Stored dataset items >>
= Beginning of Section =
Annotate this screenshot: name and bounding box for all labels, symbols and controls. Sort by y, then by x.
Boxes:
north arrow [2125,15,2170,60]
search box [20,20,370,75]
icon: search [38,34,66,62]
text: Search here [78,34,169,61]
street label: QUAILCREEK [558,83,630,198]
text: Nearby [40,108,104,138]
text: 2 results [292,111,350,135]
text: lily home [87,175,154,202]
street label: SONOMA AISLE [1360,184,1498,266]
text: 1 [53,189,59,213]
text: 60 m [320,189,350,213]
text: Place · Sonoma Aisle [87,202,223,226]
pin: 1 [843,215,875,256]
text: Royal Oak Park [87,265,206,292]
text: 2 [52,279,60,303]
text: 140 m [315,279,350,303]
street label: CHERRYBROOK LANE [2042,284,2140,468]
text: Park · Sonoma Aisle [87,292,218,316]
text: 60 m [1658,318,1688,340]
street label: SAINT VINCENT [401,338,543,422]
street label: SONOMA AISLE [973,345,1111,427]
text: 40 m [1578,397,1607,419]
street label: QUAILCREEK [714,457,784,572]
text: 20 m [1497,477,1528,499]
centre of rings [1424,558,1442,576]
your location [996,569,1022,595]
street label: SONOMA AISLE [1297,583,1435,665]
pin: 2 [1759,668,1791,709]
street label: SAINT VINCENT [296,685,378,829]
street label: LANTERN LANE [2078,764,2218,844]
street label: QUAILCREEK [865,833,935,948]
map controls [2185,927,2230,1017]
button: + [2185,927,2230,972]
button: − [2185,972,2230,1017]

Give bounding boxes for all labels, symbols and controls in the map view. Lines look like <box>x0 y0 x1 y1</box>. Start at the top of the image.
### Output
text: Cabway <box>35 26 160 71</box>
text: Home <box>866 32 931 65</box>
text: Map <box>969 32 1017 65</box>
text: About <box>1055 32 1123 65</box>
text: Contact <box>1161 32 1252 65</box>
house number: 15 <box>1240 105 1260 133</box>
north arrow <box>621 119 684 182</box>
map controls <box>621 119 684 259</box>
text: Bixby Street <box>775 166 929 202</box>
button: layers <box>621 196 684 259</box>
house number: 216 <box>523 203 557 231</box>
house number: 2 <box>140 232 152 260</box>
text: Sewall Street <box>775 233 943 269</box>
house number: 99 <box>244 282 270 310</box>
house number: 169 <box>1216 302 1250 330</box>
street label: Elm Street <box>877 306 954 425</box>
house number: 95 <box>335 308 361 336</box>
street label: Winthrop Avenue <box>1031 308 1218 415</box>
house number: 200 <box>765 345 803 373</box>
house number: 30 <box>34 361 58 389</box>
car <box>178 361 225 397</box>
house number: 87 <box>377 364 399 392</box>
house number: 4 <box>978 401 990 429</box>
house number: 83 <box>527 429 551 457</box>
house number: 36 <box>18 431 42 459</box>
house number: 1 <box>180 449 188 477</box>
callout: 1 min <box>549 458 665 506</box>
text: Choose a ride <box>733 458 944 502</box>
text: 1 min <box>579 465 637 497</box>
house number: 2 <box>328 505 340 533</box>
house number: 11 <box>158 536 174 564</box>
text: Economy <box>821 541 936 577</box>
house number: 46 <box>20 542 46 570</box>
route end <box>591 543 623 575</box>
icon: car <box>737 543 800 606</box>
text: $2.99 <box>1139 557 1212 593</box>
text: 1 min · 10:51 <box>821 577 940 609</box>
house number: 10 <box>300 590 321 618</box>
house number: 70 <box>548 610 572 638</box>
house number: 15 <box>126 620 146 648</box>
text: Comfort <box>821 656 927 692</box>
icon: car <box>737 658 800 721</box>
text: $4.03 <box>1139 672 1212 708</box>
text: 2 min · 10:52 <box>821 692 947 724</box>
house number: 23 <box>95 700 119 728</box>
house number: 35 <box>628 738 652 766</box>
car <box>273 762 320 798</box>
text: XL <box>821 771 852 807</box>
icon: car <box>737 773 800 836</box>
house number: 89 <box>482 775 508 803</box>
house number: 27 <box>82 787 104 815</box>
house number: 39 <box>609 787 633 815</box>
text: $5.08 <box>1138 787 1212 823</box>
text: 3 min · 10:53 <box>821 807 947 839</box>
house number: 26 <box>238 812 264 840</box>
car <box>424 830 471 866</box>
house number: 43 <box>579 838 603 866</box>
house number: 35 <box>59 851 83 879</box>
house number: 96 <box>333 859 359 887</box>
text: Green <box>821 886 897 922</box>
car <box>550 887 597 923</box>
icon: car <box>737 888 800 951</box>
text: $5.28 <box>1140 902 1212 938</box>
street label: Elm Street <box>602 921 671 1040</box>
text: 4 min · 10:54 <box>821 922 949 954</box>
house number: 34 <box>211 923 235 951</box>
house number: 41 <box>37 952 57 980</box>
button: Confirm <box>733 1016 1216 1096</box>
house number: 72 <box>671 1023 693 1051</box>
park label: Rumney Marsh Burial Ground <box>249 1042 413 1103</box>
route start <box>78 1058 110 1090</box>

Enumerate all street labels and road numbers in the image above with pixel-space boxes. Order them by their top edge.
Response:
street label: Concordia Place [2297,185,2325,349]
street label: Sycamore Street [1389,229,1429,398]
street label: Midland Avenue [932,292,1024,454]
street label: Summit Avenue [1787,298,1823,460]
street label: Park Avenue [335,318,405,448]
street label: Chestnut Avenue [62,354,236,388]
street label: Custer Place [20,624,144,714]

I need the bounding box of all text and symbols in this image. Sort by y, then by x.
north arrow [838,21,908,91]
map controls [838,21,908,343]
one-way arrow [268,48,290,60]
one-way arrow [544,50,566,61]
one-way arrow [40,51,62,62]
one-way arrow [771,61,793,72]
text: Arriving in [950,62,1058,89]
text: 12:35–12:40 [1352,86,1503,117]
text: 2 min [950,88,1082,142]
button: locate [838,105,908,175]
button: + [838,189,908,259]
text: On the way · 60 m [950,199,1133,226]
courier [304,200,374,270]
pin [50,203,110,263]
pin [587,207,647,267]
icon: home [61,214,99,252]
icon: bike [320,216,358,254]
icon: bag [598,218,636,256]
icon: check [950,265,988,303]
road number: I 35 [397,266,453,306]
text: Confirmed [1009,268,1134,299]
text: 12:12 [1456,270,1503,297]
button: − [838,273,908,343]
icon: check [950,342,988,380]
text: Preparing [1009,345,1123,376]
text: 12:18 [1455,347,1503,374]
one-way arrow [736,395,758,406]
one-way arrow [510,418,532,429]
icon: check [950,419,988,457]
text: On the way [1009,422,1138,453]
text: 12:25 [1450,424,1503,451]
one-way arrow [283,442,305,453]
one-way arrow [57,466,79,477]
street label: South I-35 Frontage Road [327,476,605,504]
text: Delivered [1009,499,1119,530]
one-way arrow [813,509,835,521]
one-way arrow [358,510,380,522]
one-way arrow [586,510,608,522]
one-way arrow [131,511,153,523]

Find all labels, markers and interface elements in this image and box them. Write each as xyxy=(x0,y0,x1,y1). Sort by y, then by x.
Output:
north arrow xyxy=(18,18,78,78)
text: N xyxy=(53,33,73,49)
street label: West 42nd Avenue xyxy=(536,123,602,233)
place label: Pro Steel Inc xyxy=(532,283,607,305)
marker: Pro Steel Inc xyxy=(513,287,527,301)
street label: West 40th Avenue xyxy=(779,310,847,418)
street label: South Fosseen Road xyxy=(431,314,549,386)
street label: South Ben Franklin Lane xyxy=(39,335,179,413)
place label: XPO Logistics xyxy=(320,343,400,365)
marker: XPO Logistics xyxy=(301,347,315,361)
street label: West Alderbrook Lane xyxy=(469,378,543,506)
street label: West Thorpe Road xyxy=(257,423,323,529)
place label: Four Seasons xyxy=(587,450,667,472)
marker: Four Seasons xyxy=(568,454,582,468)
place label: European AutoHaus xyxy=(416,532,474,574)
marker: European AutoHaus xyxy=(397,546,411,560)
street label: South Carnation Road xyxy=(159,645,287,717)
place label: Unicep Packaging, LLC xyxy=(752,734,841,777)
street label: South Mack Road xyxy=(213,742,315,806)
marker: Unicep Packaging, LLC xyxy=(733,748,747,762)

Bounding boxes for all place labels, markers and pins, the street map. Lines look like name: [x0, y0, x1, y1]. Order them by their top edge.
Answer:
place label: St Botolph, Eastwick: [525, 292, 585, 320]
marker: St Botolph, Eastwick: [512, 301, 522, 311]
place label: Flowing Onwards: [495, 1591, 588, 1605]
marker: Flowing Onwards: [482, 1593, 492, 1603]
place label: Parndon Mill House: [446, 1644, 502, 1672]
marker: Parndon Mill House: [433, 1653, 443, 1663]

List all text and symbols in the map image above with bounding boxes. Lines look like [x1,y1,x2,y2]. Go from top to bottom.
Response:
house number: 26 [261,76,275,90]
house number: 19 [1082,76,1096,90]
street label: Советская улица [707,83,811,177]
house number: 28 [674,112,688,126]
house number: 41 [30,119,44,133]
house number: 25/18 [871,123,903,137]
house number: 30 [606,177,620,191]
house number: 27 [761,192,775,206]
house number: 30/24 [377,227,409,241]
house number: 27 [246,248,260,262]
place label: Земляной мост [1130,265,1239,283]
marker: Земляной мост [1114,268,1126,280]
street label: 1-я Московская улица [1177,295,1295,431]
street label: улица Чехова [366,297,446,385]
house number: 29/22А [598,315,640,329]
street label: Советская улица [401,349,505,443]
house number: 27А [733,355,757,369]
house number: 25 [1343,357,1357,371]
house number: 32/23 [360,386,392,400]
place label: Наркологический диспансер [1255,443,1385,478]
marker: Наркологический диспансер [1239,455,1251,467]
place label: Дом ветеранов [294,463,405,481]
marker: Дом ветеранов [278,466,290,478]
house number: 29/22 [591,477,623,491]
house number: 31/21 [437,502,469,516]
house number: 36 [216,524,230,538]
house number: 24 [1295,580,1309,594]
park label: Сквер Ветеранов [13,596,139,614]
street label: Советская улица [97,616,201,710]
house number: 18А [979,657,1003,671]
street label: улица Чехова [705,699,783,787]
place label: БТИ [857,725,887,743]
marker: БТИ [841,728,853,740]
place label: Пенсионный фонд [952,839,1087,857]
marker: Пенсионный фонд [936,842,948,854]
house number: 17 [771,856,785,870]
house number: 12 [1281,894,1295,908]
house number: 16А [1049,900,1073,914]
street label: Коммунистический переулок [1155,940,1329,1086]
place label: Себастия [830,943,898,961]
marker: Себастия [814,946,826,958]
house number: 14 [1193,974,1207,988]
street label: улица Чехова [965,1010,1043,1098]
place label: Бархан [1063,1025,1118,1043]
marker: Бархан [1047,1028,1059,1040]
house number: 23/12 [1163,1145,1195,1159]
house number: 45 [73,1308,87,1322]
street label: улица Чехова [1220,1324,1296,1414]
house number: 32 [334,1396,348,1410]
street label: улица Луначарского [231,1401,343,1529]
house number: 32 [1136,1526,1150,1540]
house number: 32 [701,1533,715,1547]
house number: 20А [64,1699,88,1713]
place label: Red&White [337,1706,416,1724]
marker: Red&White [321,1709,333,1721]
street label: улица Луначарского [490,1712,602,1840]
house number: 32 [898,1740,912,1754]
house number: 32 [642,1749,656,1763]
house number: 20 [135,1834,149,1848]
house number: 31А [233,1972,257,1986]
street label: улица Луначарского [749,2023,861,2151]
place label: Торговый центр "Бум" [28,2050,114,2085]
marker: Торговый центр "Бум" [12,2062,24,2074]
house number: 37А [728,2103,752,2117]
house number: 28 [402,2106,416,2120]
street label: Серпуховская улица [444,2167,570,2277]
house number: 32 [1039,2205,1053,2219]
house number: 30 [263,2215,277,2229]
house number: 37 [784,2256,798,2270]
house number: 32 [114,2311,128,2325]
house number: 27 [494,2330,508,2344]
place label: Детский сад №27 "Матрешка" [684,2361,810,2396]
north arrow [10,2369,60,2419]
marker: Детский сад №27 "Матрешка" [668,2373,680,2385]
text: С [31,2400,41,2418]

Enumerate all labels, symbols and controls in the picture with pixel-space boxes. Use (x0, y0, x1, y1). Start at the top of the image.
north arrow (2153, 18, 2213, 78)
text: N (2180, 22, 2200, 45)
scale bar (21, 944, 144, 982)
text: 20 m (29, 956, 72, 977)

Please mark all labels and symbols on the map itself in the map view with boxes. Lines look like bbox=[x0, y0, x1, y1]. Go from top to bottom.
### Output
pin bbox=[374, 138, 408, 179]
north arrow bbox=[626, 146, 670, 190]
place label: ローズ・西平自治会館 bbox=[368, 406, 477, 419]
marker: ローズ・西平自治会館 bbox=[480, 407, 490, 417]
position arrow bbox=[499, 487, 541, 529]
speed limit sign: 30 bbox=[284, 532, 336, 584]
= End of Section =
What is being asked >> Starting with the line above that holds "Find all labels, markers" and stopping with the line that holds "List all text", reproduce each line exactly, omitting all other lines.

Result >>
Find all labels, markers and interface elements in this image and box them. Write each as xyxy=(x0,y0,x1,y1). Sort by y, then by x.
Output:
north arrow xyxy=(18,18,78,78)
text: N xyxy=(53,33,73,49)
street label: West 42nd Avenue xyxy=(536,123,602,233)
place label: Pro Steel Inc xyxy=(532,283,607,305)
marker: Pro Steel Inc xyxy=(513,287,527,301)
street label: West 40th Avenue xyxy=(779,310,847,418)
street label: South Fosseen Road xyxy=(431,314,549,386)
street label: South Ben Franklin Lane xyxy=(39,335,179,413)
place label: XPO Logistics xyxy=(320,343,400,365)
marker: XPO Logistics xyxy=(301,347,315,361)
street label: West Alderbrook Lane xyxy=(469,378,543,506)
street label: West Thorpe Road xyxy=(257,423,323,529)
place label: Four Seasons xyxy=(587,450,667,472)
marker: Four Seasons xyxy=(568,454,582,468)
place label: European AutoHaus xyxy=(416,532,474,574)
marker: European AutoHaus xyxy=(397,546,411,560)
street label: South Carnation Road xyxy=(159,645,287,717)
place label: Unicep Packaging, LLC xyxy=(752,734,841,777)
street label: South Mack Road xyxy=(213,742,315,806)
marker: Unicep Packaging, LLC xyxy=(733,748,747,762)

Bounding boxes for all place labels, markers and pins, the street map. Lines look like name: [x0, y0, x1, y1]. Order them by their top edge.
Answer:
place label: St Botolph, Eastwick: [525, 292, 585, 320]
marker: St Botolph, Eastwick: [512, 301, 522, 311]
place label: Flowing Onwards: [495, 1591, 588, 1605]
marker: Flowing Onwards: [482, 1593, 492, 1603]
place label: Parndon Mill House: [446, 1644, 502, 1672]
marker: Parndon Mill House: [433, 1653, 443, 1663]

List all text and symbols in the map image above with bounding boxes. Lines look like [x1,y1,x2,y2]. Go from top to bottom.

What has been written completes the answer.